SR 1 PAGE ONE-HUNDRED AND TWENTY-ONE

Another specific autobiographical detail that made its way into Serenity Rose unaltered: Despite the giant “WEIRDO” target painted on my head, nobody ever picked on me in school.
I know! I can’t believe it either! For some reason, all the other kids pretty much left weirdo Aaron alone to do his weirdo Aaron business in peace. I was friendless, sure, but undisturbed.
I understand this is EXTREMELY UNORTHODOX. From what I’ve gathered, the typical American weirdo experience typically involves frequent wedgies, smashed glasses, periodic dousing in pigs’ blood, etc. But not me, somehow.
Of course, I saw other weirdos subjected to various brutalities during my death march through the US educational warzone. One time in middle school I went to the restroom during lunch to find about twenty boys crammed in there watching some spiky-haired creep (ALWAYS spiky-haired creeps) beat the snot out of a known weirdo.

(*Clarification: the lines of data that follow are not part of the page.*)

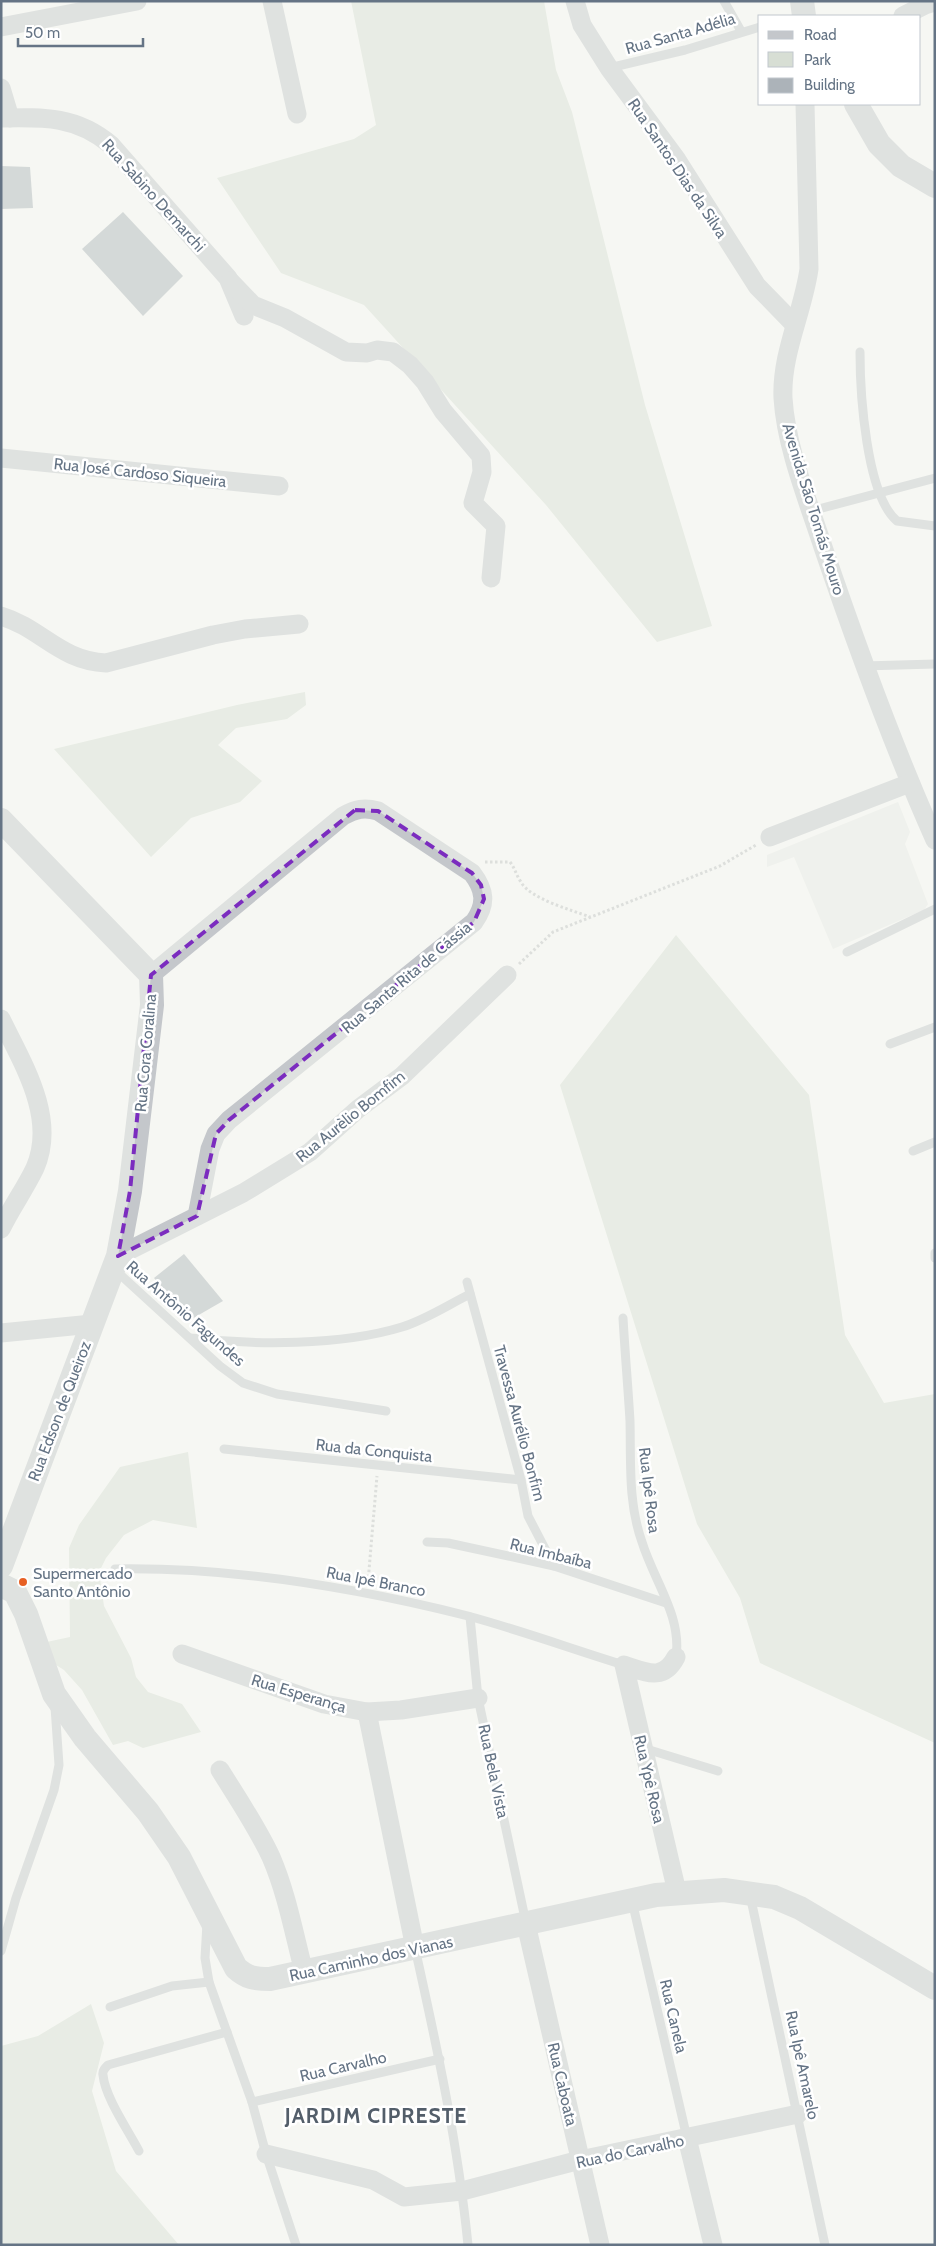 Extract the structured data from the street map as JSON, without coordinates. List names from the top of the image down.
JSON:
{
  "streets": {
    "street": [
      "Rua Santos Dias da Silva",
      "Rua Sabino Demarchi",
      "Rua José Cardoso Siqueira",
      "Avenida São Tomás Mouro",
      "Rua Santa Rita de Cássia",
      "Rua Cora Coralina",
      "Rua Aurèlio Bomfim",
      "Rua Edson de Queiroz",
      "Rua Esperança",
      "Rua Ypê Rosa",
      "Rua Caminho dos Vianas",
      "Rua Caboata",
      "Rua do Carvalho"
    ],
    "lane": [
      "Rua Santa Adélia",
      "Rua Antônio Fagundes",
      "Travessa Aurélio Bonfim",
      "Rua da Conquista",
      "Rua Ipê Rosa",
      "Rua Imbaíba",
      "Rua Ipê Branco",
      "Rua Bela Vista",
      "Rua Canela",
      "Rua Ipê Amarelo",
      "Rua Carvalho"
    ]
  },
  "crossings": [
    ["Rua Santa Adélia", "Rua Santos Dias da Silva"],
    ["Rua Santos Dias da Silva", "Avenida São Tomás Mouro"],
    ["Rua Santa Rita de Cássia", "Rua Cora Coralina"],
    ["Rua Santa Rita de Cássia", "Rua Aurèlio Bomfim"],
    ["Rua Cora Coralina", "Rua Aurèlio Bomfim"],
    ["Rua Cora Coralina", "Rua Antônio Fagundes"],
    ["Rua Cora Coralina", "Rua Edson de Queiroz"],
    ["Rua Aurèlio Bomfim", "Rua Antônio Fagundes"],
    ["Rua Aurèlio Bomfim", "Rua Edson de Queiroz"],
    ["Rua Antônio Fagundes", "Rua Edson de Queiroz"],
    ["Travessa Aurélio Bonfim", "Rua da Conquista"],
    ["Travessa Aurélio Bonfim", "Rua Imbaíba"],
    ["Rua Ipê Rosa", "Rua Imbaíba"],
    ["Rua Ipê Branco", "Rua Bela Vista"],
    ["Rua Ipê Branco", "Rua Ypê Rosa"],
    ["Rua Esperança", "Rua Bela Vista"],
    ["Rua Bela Vista", "Rua Caminho dos Vianas"],
    ["Rua Bela Vista", "Rua Caboata"],
    ["Rua Ypê Rosa", "Rua Caminho dos Vianas"],
    ["Rua Caminho dos Vianas", "Rua Canela"],
    ["Rua Caminho dos Vianas", "Rua Ipê Amarelo"],
    ["Rua Caminho dos Vianas", "Rua Caboata"],
    ["Rua Canela", "Rua do Carvalho"],
    ["Rua Ipê Amarelo", "Rua do Carvalho"],
    ["Rua Caboata", "Rua do Carvalho"]
  ],
  "districts": ["JARDIM CIPRESTE"],
  "places": ["Supermercado Santo Antônio"],
  "legend": ["Road", "Park", "Building"],
  "scale_bar": "50 m"
}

Startlingly, I was bold enough to ask what was going on, and apparently this was something that happened regularly? Some perverse pee-wee fight club had been going on right under my nose for weeks! Every session would climax with the chosen nerd being inverted and dunked head-first into a toilet that was then flushed to give him that luxurious “swirly” hairstyle well-known to freaks of the era.

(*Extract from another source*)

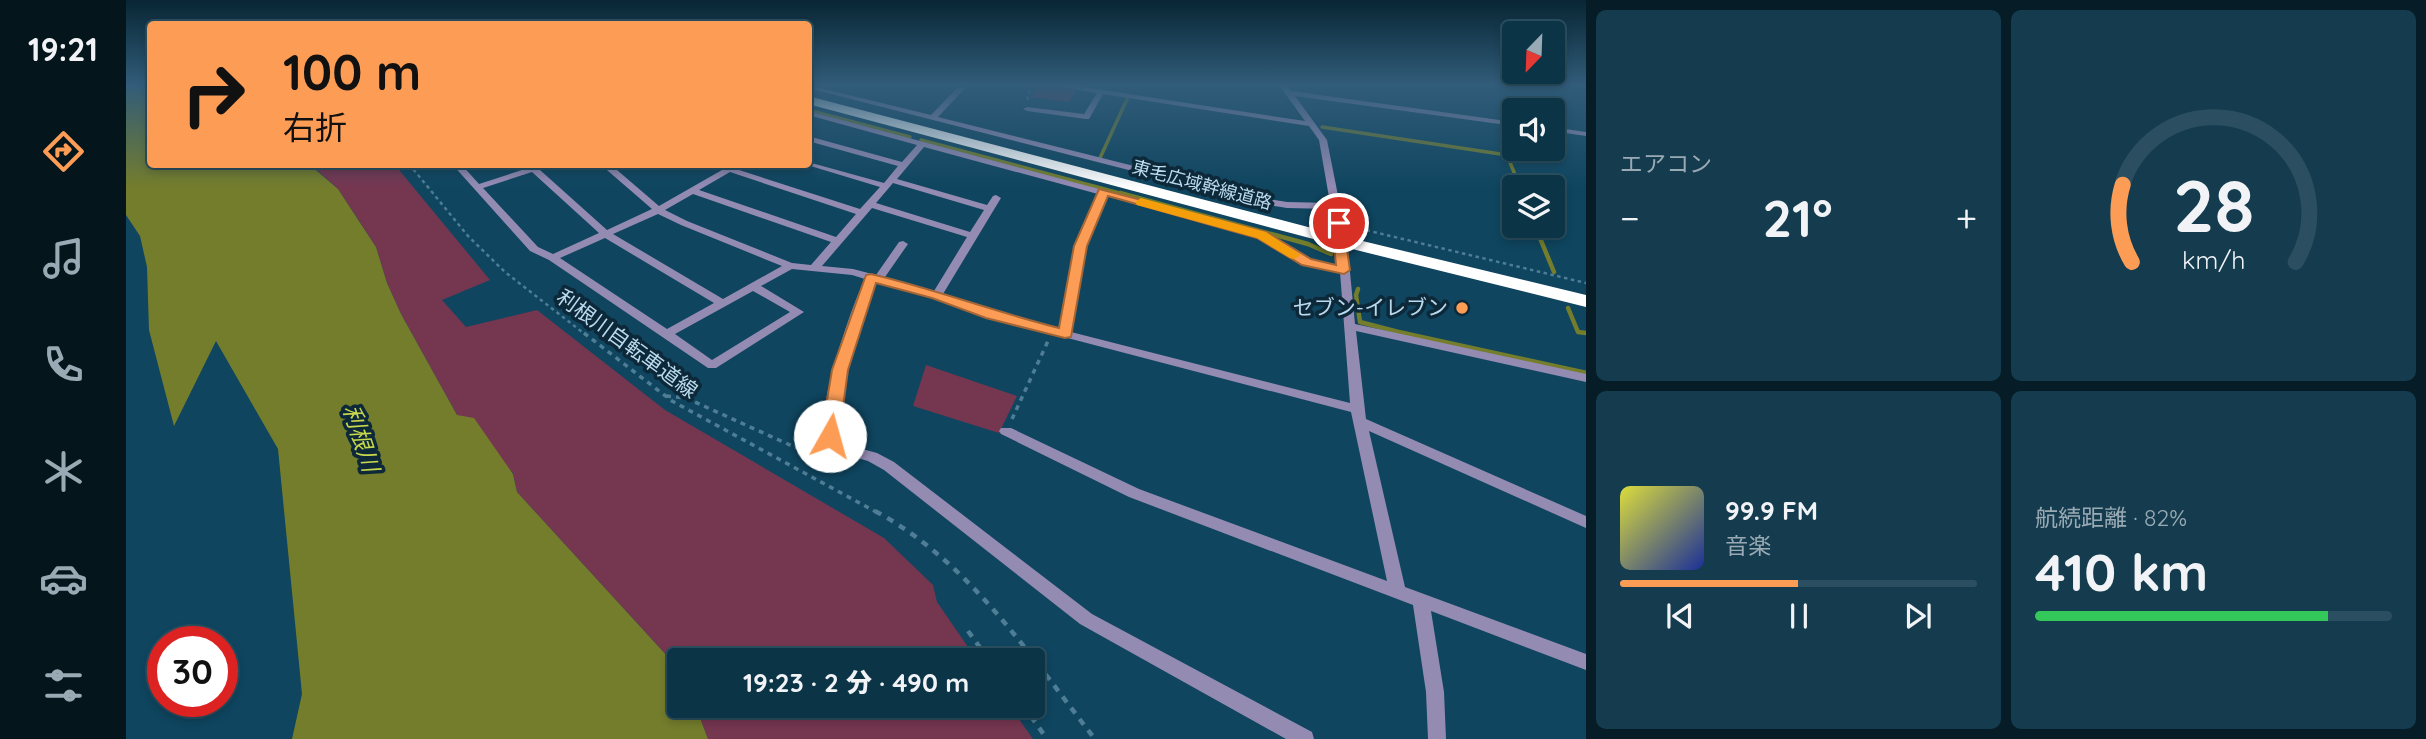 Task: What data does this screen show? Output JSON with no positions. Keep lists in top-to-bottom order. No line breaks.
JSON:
{"streets":{"highway":["東毛広域幹線道路"],"path":["利根川自転車道線"]},"water":["利根川"],"places":["セブン-イレブン"],"north":"bottom left","page":{"tabs":"19:21","tile":["エアコン",["航続距離 · 82%","410 km"]],"turn":["100 m","右折"],"heat":["−","21°","+"],"song":["99.9 FM","音楽"],"limit":"30","trip":"19:23 · 2 分 · 490 m","gauge":["28","km/h"]}}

I didn’t wait to see the swirly, but I noticed the kid definitely looked MOIST after lunch that day. Other fellow dorks looked similarly moistened on subsequent days.

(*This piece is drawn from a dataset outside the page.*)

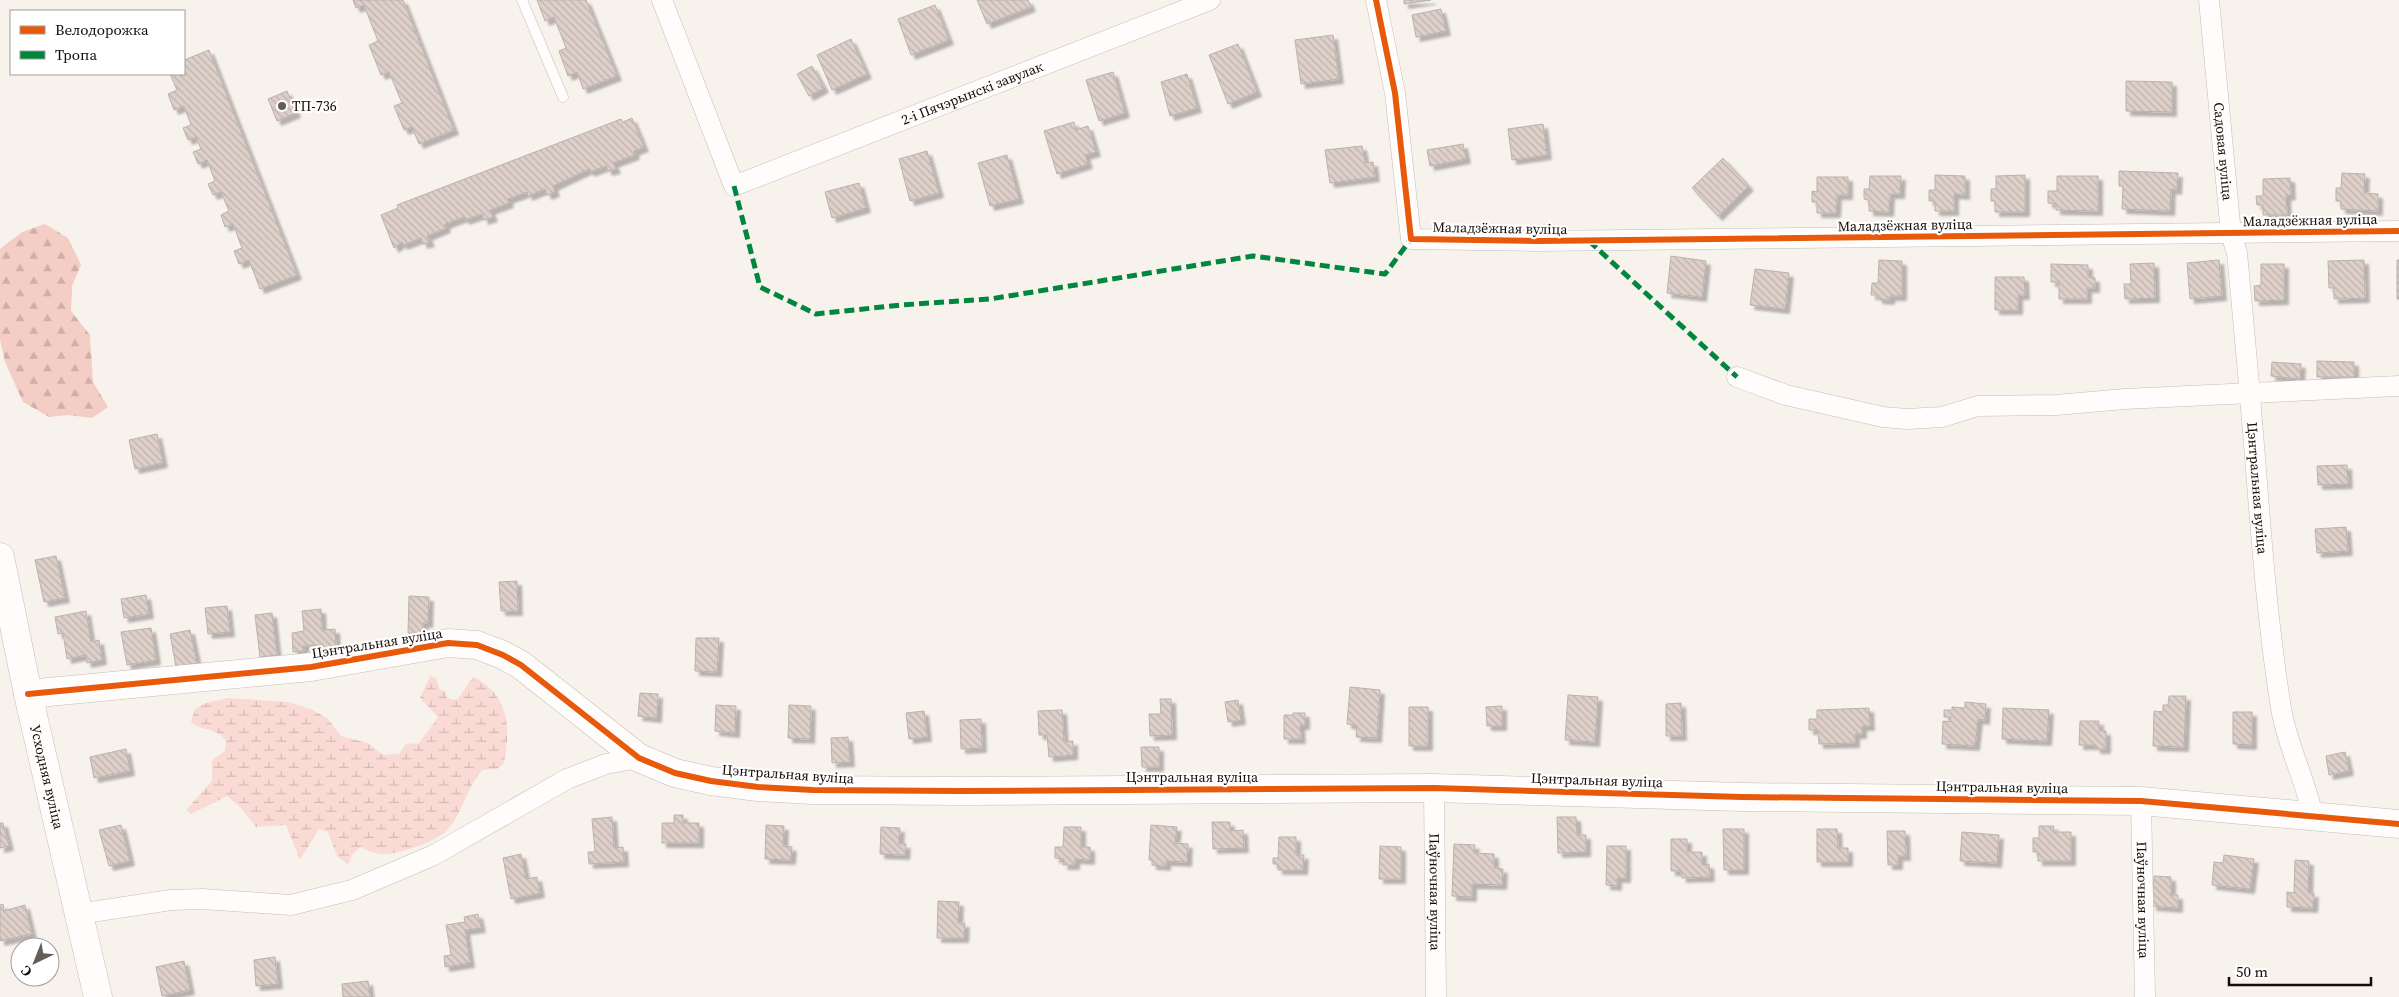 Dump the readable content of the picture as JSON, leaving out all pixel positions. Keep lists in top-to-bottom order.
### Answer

But never me, though. Baffling! By my own estimation, I was ten times the dork the rest of them were. None of the others even had glasses! What was going on??
To this day I’m not sure. Probably just luck? I definitely wasn’t flying under the radar… My school wasn’t big enough for radar avoidance. When your entire grade level has 60 students every one of them is the size of a B-52. The SHC’s (Spiky-Haired Creeps) could clearly see me.
Nope, I only have one theory as to how Aaron Alexovich, the dorkiest kid in school, never got a single swirly: The art thing. Unlike my fellow middle school misfits, I could draw, and my drawings made people laugh. Even the SHC’s laughed. Laughing all around! It was like having super powers. COURT JESTER super powers.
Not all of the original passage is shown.